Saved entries
──────────

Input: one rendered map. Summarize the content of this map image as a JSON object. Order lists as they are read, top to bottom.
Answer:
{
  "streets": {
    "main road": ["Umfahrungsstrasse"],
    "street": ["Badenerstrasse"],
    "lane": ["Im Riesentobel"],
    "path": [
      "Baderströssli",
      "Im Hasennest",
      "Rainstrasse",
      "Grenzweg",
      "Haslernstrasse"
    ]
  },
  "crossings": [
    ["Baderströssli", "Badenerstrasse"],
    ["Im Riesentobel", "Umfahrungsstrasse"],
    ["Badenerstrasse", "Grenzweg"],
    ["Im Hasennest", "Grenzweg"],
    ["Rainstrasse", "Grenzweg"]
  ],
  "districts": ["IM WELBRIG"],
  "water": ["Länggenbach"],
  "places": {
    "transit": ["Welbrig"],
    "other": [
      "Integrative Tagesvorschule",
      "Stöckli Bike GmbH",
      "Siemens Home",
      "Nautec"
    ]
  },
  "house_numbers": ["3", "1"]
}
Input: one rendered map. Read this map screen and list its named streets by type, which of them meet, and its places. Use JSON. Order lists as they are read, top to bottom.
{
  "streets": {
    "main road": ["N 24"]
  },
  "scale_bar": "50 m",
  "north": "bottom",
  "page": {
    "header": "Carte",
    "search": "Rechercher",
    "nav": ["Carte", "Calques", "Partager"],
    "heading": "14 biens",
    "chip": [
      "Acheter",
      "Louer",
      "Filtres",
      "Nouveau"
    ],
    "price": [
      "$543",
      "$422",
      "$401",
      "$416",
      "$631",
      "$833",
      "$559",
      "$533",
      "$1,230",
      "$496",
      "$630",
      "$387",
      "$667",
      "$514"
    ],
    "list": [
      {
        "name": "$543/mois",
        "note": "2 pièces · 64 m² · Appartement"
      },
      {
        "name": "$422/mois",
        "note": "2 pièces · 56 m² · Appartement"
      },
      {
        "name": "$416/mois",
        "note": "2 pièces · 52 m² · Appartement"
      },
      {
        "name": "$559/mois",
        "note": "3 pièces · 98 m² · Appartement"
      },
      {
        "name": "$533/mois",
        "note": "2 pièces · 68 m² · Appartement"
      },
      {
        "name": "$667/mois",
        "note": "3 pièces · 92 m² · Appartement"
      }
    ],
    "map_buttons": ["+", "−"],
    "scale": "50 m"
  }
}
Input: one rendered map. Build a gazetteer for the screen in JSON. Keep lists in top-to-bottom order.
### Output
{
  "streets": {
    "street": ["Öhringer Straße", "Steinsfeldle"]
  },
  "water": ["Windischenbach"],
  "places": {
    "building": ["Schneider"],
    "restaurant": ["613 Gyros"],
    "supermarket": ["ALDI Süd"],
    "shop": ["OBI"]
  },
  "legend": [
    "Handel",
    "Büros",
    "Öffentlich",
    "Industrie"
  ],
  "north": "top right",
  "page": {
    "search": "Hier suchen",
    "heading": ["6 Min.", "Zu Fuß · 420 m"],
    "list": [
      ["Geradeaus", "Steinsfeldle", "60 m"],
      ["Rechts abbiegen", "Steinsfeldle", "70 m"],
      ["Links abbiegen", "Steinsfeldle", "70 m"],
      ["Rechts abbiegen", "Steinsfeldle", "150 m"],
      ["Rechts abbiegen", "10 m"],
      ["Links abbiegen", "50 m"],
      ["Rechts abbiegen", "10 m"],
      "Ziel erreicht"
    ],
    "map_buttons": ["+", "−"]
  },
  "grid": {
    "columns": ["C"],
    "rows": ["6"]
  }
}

──────────

▶ **The problem**:
The data above should be output exactly, with each line intact.

▶ **Solution for this task**:
Input: one rendered map. Summarize the content of this map image as a JSON object. Order lists as they are read, top to bottom.
Answer:
{
  "streets": {
    "main road": ["Umfahrungsstrasse"],
    "street": ["Badenerstrasse"],
    "lane": ["Im Riesentobel"],
    "path": [
      "Baderströssli",
      "Im Hasennest",
      "Rainstrasse",
      "Grenzweg",
      "Haslernstrasse"
    ]
  },
  "crossings": [
    ["Baderströssli", "Badenerstrasse"],
    ["Im Riesentobel", "Umfahrungsstrasse"],
    ["Badenerstrasse", "Grenzweg"],
    ["Im Hasennest", "Grenzweg"],
    ["Rainstrasse", "Grenzweg"]
  ],
  "districts": ["IM WELBRIG"],
  "water": ["Länggenbach"],
  "places": {
    "transit": ["Welbrig"],
    "other": [
      "Integrative Tagesvorschule",
      "Stöckli Bike GmbH",
      "Siemens Home",
      "Nautec"
    ]
  },
  "house_numbers": ["3", "1"]
}
Input: one rendered map. Read this map screen and list its named streets by type, which of them meet, and its places. Use JSON. Order lists as they are read, top to bottom.
{
  "streets": {
    "main road": ["N 24"]
  },
  "scale_bar": "50 m",
  "north": "bottom",
  "page": {
    "header": "Carte",
    "search": "Rechercher",
    "nav": ["Carte", "Calques", "Partager"],
    "heading": "14 biens",
    "chip": [
      "Acheter",
      "Louer",
      "Filtres",
      "Nouveau"
    ],
    "price": [
      "$543",
      "$422",
      "$401",
      "$416",
      "$631",
      "$833",
      "$559",
      "$533",
      "$1,230",
      "$496",
      "$630",
      "$387",
      "$667",
      "$514"
    ],
    "list": [
      {
        "name": "$543/mois",
        "note": "2 pièces · 64 m² · Appartement"
      },
      {
        "name": "$422/mois",
        "note": "2 pièces · 56 m² · Appartement"
      },
      {
        "name": "$416/mois",
        "note": "2 pièces · 52 m² · Appartement"
      },
      {
        "name": "$559/mois",
        "note": "3 pièces · 98 m² · Appartement"
      },
      {
        "name": "$533/mois",
        "note": "2 pièces · 68 m² · Appartement"
      },
      {
        "name": "$667/mois",
        "note": "3 pièces · 92 m² · Appartement"
      }
    ],
    "map_buttons": ["+", "−"],
    "scale": "50 m"
  }
}
Input: one rendered map. Build a gazetteer for the screen in JSON. Keep lists in top-to-bottom order.
### Output
{
  "streets": {
    "street": ["Öhringer Straße", "Steinsfeldle"]
  },
  "water": ["Windischenbach"],
  "places": {
    "building": ["Schneider"],
    "restaurant": ["613 Gyros"],
    "supermarket": ["ALDI Süd"],
    "shop": ["OBI"]
  },
  "legend": [
    "Handel",
    "Büros",
    "Öffentlich",
    "Industrie"
  ],
  "north": "top right",
  "page": {
    "search": "Hier suchen",
    "heading": ["6 Min.", "Zu Fuß · 420 m"],
    "list": [
      ["Geradeaus", "Steinsfeldle", "60 m"],
      ["Rechts abbiegen", "Steinsfeldle", "70 m"],
      ["Links abbiegen", "Steinsfeldle", "70 m"],
      ["Rechts abbiegen", "Steinsfeldle", "150 m"],
      ["Rechts abbiegen", "10 m"],
      ["Links abbiegen", "50 m"],
      ["Rechts abbiegen", "10 m"],
      "Ziel erreicht"
    ],
    "map_buttons": ["+", "−"]
  },
  "grid": {
    "columns": ["C"],
    "rows": ["6"]
  }
}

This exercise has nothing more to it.